— What is required —
Write out nothing except the lines of the entries below, from the first through the one containing "content:''; width:15px; height:15px;", exactly and without pictures.

--- Extracted data ---

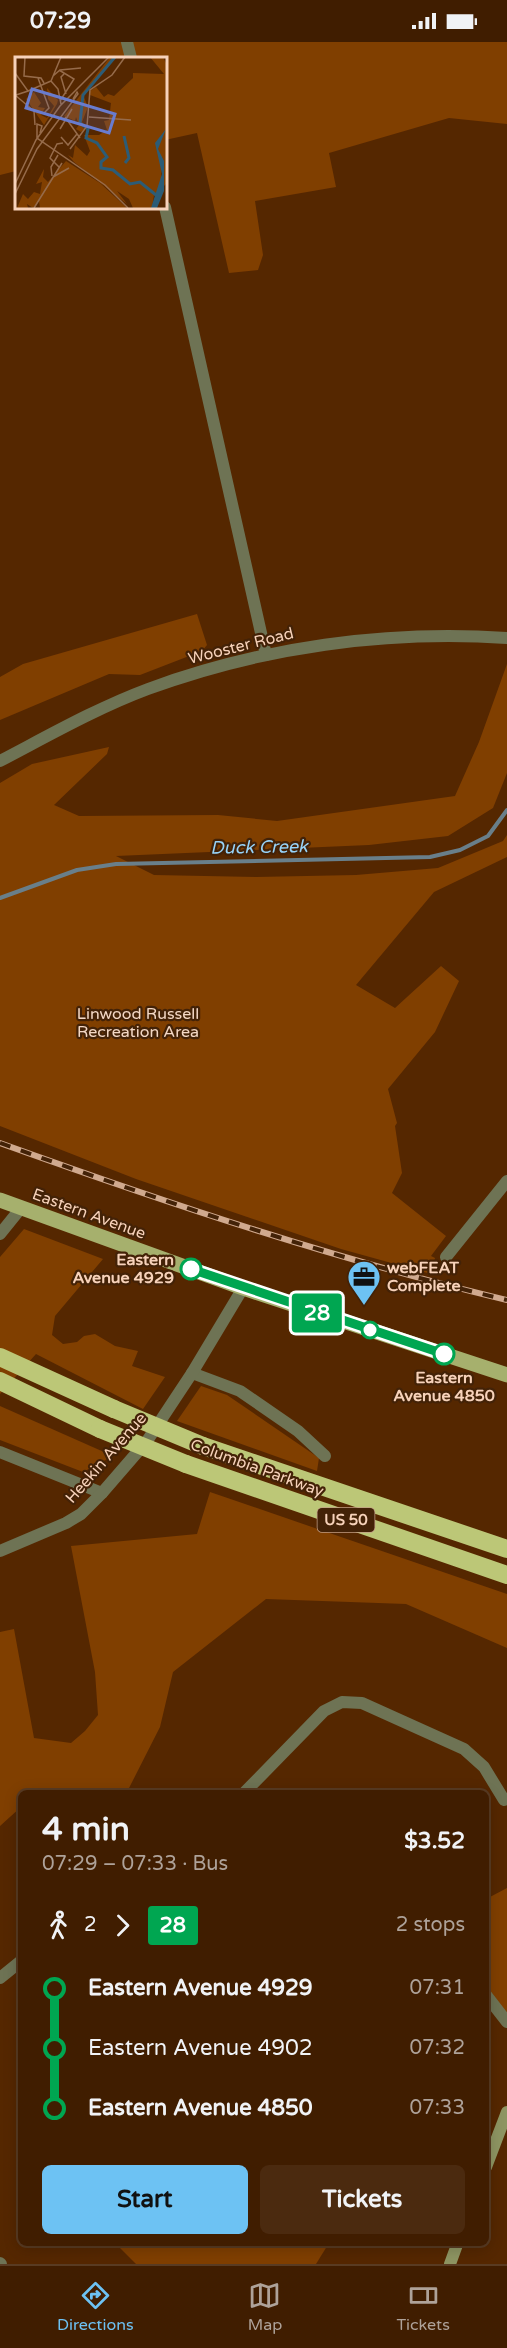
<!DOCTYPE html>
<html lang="en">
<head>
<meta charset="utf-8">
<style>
  body { margin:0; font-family:"Varela Round",sans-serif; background:#4b2a0f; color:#f1f3f6; height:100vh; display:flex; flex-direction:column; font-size:22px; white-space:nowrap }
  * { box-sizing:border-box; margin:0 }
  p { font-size:20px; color:#aea299 }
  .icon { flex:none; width:33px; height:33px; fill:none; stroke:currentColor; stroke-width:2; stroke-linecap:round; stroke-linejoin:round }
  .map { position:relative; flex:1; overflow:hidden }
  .details { position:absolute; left:18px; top:1748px; width:471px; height:456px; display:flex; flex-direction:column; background:#401d00; border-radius:9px; box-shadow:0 3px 15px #0003,0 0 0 2px #593b22 }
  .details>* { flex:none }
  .badge { padding:0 12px; border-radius:4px; font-size:21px; line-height:39px }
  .map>.badge { position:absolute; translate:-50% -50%; box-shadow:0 0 0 3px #fff }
  .legs { display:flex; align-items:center; gap:9px; height:66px; padding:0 24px; font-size:20px }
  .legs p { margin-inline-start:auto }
  .head { display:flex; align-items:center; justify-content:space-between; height:102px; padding:0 24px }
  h1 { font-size:33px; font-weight:700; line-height:45px }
  .cta { display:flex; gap:12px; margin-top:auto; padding:12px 24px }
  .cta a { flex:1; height:69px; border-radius:9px; background:#6dc2f3; color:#111; font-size:24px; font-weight:700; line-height:69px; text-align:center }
  .cta a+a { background:#4b2a0f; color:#f1f3f6 }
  ul { padding:0 24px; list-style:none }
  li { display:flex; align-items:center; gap:21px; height:60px; font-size:22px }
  li i { display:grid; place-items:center; width:9px; height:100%; margin:0 8px; background:currentColor }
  li i::after { content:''; width:15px; height:15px; margin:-8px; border:4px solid; border-radius:50%; background:#401d00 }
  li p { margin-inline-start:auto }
  li:first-child i { background:linear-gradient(#0000 50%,currentColor 0) }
  li:last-child i { background:linear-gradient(currentColor 50%,#0000 0) }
  .status { display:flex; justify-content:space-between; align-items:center; height:42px; padding:0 30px; background:#401d00; direction:ltr }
  .status svg { height:16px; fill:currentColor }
  .menu { display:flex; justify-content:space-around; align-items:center; height:84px; border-top:2px solid #593b22; background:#401d00; font-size:16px; color:#aea299 }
  .menu a { display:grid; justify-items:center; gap:3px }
  .menu .on { color:#6dc2f3 }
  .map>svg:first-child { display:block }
  .green { fill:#803f00 }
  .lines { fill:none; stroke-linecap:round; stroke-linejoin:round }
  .stream { stroke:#697f8a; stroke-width:4 }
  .minor { stroke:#6e7354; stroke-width:12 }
  .tertiary { stroke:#6e7354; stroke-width:12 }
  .secondary { stroke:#8e9562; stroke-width:12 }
  .primary { stroke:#a6b06d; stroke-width:15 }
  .motorway { stroke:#bcc777; stroke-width:18 }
  .rail-casing { stroke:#d0a98e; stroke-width:6 }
  .rail { stroke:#432207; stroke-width:4; stroke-dasharray:11; stroke-linecap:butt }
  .motorway-bridge { stroke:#bcc777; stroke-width:18 }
  .line-1-casing { stroke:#fff; stroke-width:14 }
  .line-1 { stroke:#00a651; stroke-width:9 }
  .stop-1-dot { fill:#fff; stroke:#00a651; stroke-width:3 }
  .labels { text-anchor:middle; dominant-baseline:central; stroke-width:4.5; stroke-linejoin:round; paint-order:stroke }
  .shield { fill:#432207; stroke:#c19d84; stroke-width:1.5 }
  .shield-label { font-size:15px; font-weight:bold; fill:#f7d2ba }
  .street-label { font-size:16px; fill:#f7d2ba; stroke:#432207 }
  .park-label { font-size:16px; fill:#f4d8c5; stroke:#432207 }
  .stop-label { font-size:16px; font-weight:bold; fill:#f7d2ba; stroke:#432207; text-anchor:end }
  .poi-label { font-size:16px; font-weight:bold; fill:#f7d2ba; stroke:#432207; text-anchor:start }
  .water-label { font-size:18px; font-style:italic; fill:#97d3f8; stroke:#432207 }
  .inset-river { fill:none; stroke:#2c5c76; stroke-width:3 }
  .inset-road { fill:none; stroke:#966b4a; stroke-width:1.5 }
  .view { fill:#697cce; fill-opacity:0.15; stroke:#697cce; stroke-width:3 }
  .inset-edge { fill:none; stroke:#f7d2ba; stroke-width:3 }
</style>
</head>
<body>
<div class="status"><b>07:29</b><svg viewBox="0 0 49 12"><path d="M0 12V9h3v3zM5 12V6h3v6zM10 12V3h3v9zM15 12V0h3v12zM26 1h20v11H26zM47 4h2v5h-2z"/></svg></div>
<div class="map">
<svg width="507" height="2222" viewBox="0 0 507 2222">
  <rect width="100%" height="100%" fill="#552700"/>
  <!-- green -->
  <g class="green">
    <path d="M0,0H507V82L449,76L329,111L336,145L255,159L263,213L258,228L229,231L197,91L165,98V16H16V129L0,133Z"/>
    <path d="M197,572L207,603L202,609L140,633L109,632L0,678V635L23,622Z"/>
    <path d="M507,622V731L493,766L448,794L369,803L116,814L154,833L256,835L356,833L438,826L503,799L507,793V815L434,850L356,943L395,966L441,924L459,939L435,990L388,1047L397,1081L395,1084L402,1131L392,1151L446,1194L431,1214L435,1216L431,1232L341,1207L136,1137L0,1084V741L32,722L109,705L107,712L54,763L79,774L218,773L277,779L455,754L479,700Z"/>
    <path d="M24,1187L103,1217L55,1274L52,1293L63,1302L77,1300L84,1294L95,1292L115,1304L138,1309L132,1324L165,1335L143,1367L36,1312L0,1352V1215Z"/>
    <path d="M201,1344L227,1353L319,1416L317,1429L177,1379Z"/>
    <path d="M0,1364L113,1414L83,1430L0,1398Z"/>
    <path d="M210,1450L507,1552V1606L406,1562L266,1557L173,1630L160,1685L127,1750H21V1765L0,1784V1590L14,1587L34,1696L71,1701L85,1689L98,1673L95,1630L71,1504L197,1492Z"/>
    <path d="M507,1846V1970L486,1965V1854L488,1856Z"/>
    <path d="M115,2201H329L316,2222H136Z"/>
  </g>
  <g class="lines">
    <!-- stream -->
    <path class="stream" d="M0,856L77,828L116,822L430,815L460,808L488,794L507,768"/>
    <!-- minor -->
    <g class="minor">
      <path d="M127,0L131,16"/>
      <path d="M165,165L266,613"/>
      <path d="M0,1192L21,1166"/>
      <path d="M446,1215L507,1139"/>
      <path d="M192,1331L240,1349L298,1389L325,1414"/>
      <path d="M0,1410L102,1451"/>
      <path d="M0,1509L66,1481L81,1472L102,1451L147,1399L192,1331L243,1246"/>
      <path d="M245,1750L324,1669L342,1660L362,1661L464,1707L484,1725L504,1758"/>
      <path d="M0,1936L21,1919"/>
      <path d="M486,1953L507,1980"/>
      <path d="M0,2221L1,2222"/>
    </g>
    <!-- tertiary -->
    <path class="tertiary" d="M0,719C48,694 97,666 148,647C262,605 386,588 507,596"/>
    <!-- secondary -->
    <g class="secondary">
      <path d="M486,2125L507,2070"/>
      <path d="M450,2222L458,2200"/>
    </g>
    <!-- primary -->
    <path class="primary" d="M0,1158L243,1246L507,1333"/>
    <!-- motorway -->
    <g class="motorway">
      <path d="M0,1315L114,1367"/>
      <path d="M0,1339L100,1387"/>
      <path d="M203,1404L507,1507"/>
      <path d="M186,1422L507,1533"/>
    </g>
    <defs>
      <path id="rail" d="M0,1101C167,1161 334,1217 507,1258"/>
    </defs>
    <!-- rail casing -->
    <use href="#rail" class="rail-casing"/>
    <!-- rail -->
    <use href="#rail" class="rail"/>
    <!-- motorway-bridge -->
    <g class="motorway-bridge">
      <path d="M114,1367L203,1404"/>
      <path d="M100,1387L186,1422"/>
    </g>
  </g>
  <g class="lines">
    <defs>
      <path id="line-1" d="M191,1227L444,1312"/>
    </defs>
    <!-- line-1 casing -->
    <use href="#line-1" class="line-1-casing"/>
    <!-- line-1 -->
    <use href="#line-1" class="line-1"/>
  </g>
  <!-- icons -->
  <defs>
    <symbol id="office-pin" viewBox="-11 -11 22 30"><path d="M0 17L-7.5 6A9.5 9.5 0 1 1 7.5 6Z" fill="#6dc2f3" stroke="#432207"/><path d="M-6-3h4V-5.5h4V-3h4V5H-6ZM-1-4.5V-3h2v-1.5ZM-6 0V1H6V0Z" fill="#111"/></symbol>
  </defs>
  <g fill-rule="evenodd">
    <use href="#office-pin" x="345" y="1216" width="38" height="52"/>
  </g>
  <!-- markers -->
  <g class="stop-1-dot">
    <circle cx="191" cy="1227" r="10"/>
    <circle cx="370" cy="1288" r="8"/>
    <circle cx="444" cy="1312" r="10"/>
  </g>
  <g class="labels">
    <!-- shield labels -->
    <rect class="shield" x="317.5" y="1466" width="57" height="24" rx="4.5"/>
    <g class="shield-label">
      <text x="346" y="1478">US 50</text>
    </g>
    <!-- street labels -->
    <g class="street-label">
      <text transform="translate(241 604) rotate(-14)">Wooster Road</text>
      <text transform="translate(89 1172) rotate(20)">Eastern Avenue</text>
      <text transform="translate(106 1416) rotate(-49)">Heekin Avenue</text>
      <text transform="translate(257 1426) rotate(20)">Columbia Parkway</text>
    </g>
    <!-- park labels -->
    <g class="park-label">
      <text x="138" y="972">Linwood Russell<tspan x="138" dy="18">Recreation Area</tspan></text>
    </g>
    <!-- stop labels -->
    <g class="stop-label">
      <text x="174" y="1218">Eastern<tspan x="174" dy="18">Avenue 4929</tspan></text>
      <text x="444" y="1336" text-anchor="middle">Eastern<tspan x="444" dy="18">Avenue 4850</tspan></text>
    </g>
    <!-- poi labels -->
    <g class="poi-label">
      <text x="387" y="1226">webFEAT<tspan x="387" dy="18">Complete</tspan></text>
    </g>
    <!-- water labels -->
    <g class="water-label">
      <text transform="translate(259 805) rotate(-1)">Duck Creek</text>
    </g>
  </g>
  <!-- overview -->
  <g transform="translate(15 15)">
    <rect width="152" height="152" fill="#552700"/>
    <path d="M95,0H100L68,38L73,50L67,65L71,70L65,65L67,54L66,57L64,67L70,72L66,75L61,72L64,68L61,60L60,64L49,59ZM135,0H148L152,8L151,127L149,129L147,99L146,129L143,140L139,138L137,151H118L114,142L102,134L112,147L59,105L53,98L58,101L60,88L72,99L75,94L69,78H84L92,73L89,64L94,63L96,46L75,38V34L81,30L89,40L93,37L99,39L118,21V16L149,17ZM32,31L43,43L42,47L29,68L11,42L19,35L26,46L23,50L30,51L26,58L32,61L39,49L33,42ZM51,104L85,126L112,151H25L24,144L18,151L12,147L13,151H2L8,137L13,142L19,135L25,137L27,125L21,127L29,112L28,120L33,125Z" fill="#803f00"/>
    <path d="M151,72L143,92L149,104V134L142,151H136L147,117L140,86Z" fill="#2c5c76"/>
    <path class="inset-river" d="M100,0L68,38L65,66L73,72L71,81L82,86L92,100L86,105V111L98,113L115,127L125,125L141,138M109,79L114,101L110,106"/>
    <path class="inset-road" d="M10,0L9,19L26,21L29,26M46,0L36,24L43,32L46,47M44,13L59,22L45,44M0,16L13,34L1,38M49,17L46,20L51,37M38,19L45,13L66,11M23,21L34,51L29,56M13,34L36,24M0,38L19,54L20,68M50,60L65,81M74,60L116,63M45,72L57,52M25,76L27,69L22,67V81L90,128L113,151M46,80L53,88L62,77M55,92L72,69L75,33L97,18L110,0M44,110L35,101L42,87L48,86M37,119L36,110L43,98M38,120L54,111M0,127L21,83L45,49L94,0M0,137L22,92L63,37L62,35L58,42M19,151L47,106"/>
    <path class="view" d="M17,32L100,57L94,76L11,51Z"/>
    <rect width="152" height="152" class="inset-edge"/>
  </g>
</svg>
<b class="badge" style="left:317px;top:1271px;background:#00a651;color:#fff">28</b>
<section class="details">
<div class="head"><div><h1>4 min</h1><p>07:29 – 07:33 · Bus</p></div><b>$3.52</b></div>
<div class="legs"><svg class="icon" aria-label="walk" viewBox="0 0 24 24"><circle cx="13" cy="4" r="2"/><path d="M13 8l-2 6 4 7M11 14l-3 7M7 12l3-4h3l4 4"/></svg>2<svg class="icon" aria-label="forward" viewBox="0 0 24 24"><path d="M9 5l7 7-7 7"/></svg><b class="badge" style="background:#00a651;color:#fff">28</b><p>2 stops</p></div>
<ul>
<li><i style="color:#00a651"></i><b>Eastern Avenue 4929</b><p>07:31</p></li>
<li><i style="color:#00a651"></i><span>Eastern Avenue 4902</span><p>07:32</p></li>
<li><i style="color:#00a651"></i><b>Eastern Avenue 4850</b><p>07:33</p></li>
</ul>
<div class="cta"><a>Start</a><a>Tickets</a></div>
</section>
</div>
<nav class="menu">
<a class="on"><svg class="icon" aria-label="directions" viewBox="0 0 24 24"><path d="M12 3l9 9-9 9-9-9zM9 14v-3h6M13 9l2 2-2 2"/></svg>Directions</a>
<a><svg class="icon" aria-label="map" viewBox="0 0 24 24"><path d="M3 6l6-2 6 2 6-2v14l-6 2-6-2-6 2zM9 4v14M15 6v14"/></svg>Map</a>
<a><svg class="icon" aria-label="tickets" viewBox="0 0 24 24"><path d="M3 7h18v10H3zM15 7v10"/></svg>Tickets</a>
</nav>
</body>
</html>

---

— Solution to this task —
<!DOCTYPE html>
<html lang="en">
<head>
<meta charset="utf-8">
<style>
  body { margin:0; font-family:"Varela Round",sans-serif; background:#4b2a0f; color:#f1f3f6; height:100vh; display:flex; flex-direction:column; font-size:22px; white-space:nowrap }
  * { box-sizing:border-box; margin:0 }
  p { font-size:20px; color:#aea299 }
  .icon { flex:none; width:33px; height:33px; fill:none; stroke:currentColor; stroke-width:2; stroke-linecap:round; stroke-linejoin:round }
  .map { position:relative; flex:1; overflow:hidden }
  .details { position:absolute; left:18px; top:1748px; width:471px; height:456px; display:flex; flex-direction:column; background:#401d00; border-radius:9px; box-shadow:0 3px 15px #0003,0 0 0 2px #593b22 }
  .details>* { flex:none }
  .badge { padding:0 12px; border-radius:4px; font-size:21px; line-height:39px }
  .map>.badge { position:absolute; translate:-50% -50%; box-shadow:0 0 0 3px #fff }
  .legs { display:flex; align-items:center; gap:9px; height:66px; padding:0 24px; font-size:20px }
  .legs p { margin-inline-start:auto }
  .head { display:flex; align-items:center; justify-content:space-between; height:102px; padding:0 24px }
  h1 { font-size:33px; font-weight:700; line-height:45px }
  .cta { display:flex; gap:12px; margin-top:auto; padding:12px 24px }
  .cta a { flex:1; height:69px; border-radius:9px; background:#6dc2f3; color:#111; font-size:24px; font-weight:700; line-height:69px; text-align:center }
  .cta a+a { background:#4b2a0f; color:#f1f3f6 }
  ul { padding:0 24px; list-style:none }
  li { display:flex; align-items:center; gap:21px; height:60px; font-size:22px }
  li i { display:grid; place-items:center; width:9px; height:100%; margin:0 8px; background:currentColor }
  li i::after { content:''; width:15px; height:15px; margin:-8px; border:4px solid; border-radius:50%; background:#401d00 }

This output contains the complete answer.